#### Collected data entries
§

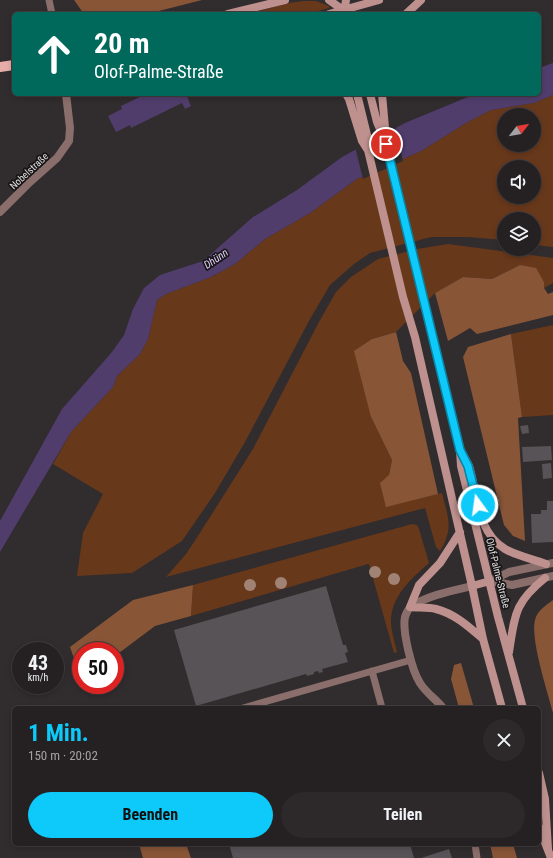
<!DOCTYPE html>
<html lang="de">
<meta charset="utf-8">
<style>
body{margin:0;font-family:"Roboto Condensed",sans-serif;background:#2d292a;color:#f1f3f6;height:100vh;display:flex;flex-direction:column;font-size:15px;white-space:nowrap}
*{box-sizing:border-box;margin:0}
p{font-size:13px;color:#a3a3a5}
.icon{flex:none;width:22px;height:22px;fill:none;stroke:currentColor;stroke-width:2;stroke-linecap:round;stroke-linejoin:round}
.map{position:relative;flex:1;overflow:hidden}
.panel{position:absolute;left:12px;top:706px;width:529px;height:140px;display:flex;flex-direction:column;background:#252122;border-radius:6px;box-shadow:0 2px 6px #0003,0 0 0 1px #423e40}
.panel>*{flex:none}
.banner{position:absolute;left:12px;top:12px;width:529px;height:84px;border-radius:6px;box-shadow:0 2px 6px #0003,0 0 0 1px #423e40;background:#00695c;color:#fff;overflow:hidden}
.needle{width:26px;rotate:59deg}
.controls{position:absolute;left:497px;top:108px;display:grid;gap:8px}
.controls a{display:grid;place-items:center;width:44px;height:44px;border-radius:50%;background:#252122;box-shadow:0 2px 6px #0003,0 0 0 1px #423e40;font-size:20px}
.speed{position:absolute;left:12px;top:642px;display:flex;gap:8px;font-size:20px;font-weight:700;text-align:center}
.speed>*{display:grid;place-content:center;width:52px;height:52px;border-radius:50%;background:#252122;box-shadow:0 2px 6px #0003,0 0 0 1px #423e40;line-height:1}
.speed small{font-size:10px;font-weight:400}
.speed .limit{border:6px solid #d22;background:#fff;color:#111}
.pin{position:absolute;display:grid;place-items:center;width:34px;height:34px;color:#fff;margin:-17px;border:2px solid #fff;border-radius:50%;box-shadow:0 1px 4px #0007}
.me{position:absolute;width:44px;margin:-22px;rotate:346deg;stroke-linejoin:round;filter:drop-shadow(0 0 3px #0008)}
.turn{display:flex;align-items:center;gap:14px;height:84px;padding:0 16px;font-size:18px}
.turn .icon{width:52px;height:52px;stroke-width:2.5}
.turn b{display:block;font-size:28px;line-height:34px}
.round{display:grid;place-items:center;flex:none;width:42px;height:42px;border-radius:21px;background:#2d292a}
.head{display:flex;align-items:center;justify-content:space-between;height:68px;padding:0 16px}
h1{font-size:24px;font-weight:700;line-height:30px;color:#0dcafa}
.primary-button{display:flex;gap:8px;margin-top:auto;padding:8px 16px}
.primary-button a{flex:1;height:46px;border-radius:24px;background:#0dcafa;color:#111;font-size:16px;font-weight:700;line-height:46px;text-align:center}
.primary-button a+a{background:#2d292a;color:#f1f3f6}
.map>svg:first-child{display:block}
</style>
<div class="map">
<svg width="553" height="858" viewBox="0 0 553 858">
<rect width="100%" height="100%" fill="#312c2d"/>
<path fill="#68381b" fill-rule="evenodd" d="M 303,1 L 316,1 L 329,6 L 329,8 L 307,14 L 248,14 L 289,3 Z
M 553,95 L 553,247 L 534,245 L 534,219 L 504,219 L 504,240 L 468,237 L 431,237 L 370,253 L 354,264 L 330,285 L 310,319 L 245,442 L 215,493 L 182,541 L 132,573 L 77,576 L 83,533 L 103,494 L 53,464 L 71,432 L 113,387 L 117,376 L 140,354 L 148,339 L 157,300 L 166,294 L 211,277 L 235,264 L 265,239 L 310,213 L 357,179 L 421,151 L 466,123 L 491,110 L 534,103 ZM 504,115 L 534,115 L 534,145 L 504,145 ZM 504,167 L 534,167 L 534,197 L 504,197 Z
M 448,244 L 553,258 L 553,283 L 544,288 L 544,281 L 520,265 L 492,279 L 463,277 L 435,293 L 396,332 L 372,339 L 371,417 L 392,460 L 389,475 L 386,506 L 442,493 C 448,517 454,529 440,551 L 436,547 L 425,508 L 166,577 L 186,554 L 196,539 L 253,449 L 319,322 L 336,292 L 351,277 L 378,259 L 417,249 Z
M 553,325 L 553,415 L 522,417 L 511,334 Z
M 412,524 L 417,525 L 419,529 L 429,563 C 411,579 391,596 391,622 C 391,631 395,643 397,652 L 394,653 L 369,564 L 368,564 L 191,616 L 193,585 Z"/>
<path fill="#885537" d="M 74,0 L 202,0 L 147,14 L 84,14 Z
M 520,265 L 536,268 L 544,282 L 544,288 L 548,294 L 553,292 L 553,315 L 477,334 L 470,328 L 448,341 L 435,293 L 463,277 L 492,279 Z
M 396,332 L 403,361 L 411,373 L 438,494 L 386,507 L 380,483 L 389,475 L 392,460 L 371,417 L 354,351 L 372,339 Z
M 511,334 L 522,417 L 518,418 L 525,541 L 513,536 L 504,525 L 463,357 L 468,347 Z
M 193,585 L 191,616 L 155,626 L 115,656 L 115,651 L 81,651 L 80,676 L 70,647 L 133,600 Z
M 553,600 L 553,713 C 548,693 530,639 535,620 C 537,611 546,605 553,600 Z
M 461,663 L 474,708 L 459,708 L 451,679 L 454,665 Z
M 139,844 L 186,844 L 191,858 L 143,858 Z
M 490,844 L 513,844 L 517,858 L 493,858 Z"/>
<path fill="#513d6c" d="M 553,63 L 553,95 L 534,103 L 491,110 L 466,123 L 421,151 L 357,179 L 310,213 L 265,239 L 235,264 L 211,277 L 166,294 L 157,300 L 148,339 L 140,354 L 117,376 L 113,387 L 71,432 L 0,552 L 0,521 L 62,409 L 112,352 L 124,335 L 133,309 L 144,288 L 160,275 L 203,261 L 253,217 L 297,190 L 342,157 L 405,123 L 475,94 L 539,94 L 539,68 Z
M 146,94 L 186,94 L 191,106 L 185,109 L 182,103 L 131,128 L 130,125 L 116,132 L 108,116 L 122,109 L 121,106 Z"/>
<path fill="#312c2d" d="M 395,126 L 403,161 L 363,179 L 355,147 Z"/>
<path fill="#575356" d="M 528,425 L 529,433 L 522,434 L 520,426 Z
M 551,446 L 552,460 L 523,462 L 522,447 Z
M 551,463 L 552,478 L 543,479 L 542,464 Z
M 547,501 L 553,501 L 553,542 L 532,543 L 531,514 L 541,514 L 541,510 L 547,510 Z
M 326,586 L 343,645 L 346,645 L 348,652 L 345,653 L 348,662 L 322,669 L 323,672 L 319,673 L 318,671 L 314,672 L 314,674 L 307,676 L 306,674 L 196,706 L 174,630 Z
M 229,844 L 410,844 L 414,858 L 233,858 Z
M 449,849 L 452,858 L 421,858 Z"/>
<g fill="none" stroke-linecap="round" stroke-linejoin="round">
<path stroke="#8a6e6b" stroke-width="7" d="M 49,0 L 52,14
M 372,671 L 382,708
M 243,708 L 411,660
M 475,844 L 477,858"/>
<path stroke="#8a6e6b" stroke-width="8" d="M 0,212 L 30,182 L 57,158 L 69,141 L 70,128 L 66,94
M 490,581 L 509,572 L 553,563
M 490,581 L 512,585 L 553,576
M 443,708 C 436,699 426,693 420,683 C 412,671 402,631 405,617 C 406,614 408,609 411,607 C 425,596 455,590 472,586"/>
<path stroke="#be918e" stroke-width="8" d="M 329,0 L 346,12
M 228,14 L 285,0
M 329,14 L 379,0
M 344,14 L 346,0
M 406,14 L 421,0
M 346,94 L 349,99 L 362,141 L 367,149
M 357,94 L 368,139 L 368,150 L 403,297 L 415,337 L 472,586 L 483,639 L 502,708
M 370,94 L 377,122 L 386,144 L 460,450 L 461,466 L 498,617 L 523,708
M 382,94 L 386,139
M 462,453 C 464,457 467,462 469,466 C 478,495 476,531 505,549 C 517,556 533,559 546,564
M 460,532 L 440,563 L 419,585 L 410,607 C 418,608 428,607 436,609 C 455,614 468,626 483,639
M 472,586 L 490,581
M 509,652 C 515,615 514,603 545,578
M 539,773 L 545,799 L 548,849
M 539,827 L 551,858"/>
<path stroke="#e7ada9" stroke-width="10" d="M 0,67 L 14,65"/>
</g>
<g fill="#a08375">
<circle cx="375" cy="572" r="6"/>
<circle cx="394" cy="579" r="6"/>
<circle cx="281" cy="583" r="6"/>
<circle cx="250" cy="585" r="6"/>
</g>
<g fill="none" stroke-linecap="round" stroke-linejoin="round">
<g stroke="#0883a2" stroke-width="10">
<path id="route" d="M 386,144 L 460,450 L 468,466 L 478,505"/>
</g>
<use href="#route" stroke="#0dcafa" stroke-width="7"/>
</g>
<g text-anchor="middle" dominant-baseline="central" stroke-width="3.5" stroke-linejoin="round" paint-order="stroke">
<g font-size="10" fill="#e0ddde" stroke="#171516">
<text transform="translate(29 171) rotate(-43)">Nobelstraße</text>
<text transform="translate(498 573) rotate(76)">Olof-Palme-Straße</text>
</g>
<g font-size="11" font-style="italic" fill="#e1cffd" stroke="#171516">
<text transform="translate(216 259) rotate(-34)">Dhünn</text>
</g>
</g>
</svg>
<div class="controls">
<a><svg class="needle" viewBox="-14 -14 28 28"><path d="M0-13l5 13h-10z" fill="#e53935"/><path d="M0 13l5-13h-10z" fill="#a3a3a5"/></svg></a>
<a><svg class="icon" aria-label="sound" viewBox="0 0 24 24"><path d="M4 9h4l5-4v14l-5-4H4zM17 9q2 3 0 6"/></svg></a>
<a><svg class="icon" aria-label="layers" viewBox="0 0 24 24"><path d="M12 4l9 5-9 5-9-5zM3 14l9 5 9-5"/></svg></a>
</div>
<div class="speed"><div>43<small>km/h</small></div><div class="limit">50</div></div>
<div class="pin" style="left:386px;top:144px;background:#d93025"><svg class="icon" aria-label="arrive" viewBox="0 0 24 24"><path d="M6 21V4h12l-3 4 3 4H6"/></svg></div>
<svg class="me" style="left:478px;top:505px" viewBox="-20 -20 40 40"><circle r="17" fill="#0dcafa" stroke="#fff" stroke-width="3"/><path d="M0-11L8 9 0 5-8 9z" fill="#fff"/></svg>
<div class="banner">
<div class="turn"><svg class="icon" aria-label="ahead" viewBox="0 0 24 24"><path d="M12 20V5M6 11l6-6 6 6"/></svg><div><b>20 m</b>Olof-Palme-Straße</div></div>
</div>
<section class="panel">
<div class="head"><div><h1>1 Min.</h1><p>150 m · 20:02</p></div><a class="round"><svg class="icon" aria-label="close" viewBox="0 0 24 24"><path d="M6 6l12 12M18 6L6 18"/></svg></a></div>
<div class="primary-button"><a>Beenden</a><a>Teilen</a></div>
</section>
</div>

§

#### What is being asked
Each line above that has the word "speed" must be copied.

#### Output for this task
.speed{position:absolute;left:12px;top:642px;display:flex;gap:8px;font-size:20px;font-weight:700;text-align:center}
.speed>*{display:grid;place-content:center;width:52px;height:52px;border-radius:50%;background:#252122;box-shadow:0 2px 6px #0003,0 0 0 1px #423e40;line-height:1}
.speed small{font-size:10px;font-weight:400}
.speed .limit{border:6px solid #d22;background:#fff;color:#111}
<div class="speed"><div>43<small>km/h</small></div><div class="limit">50</div></div>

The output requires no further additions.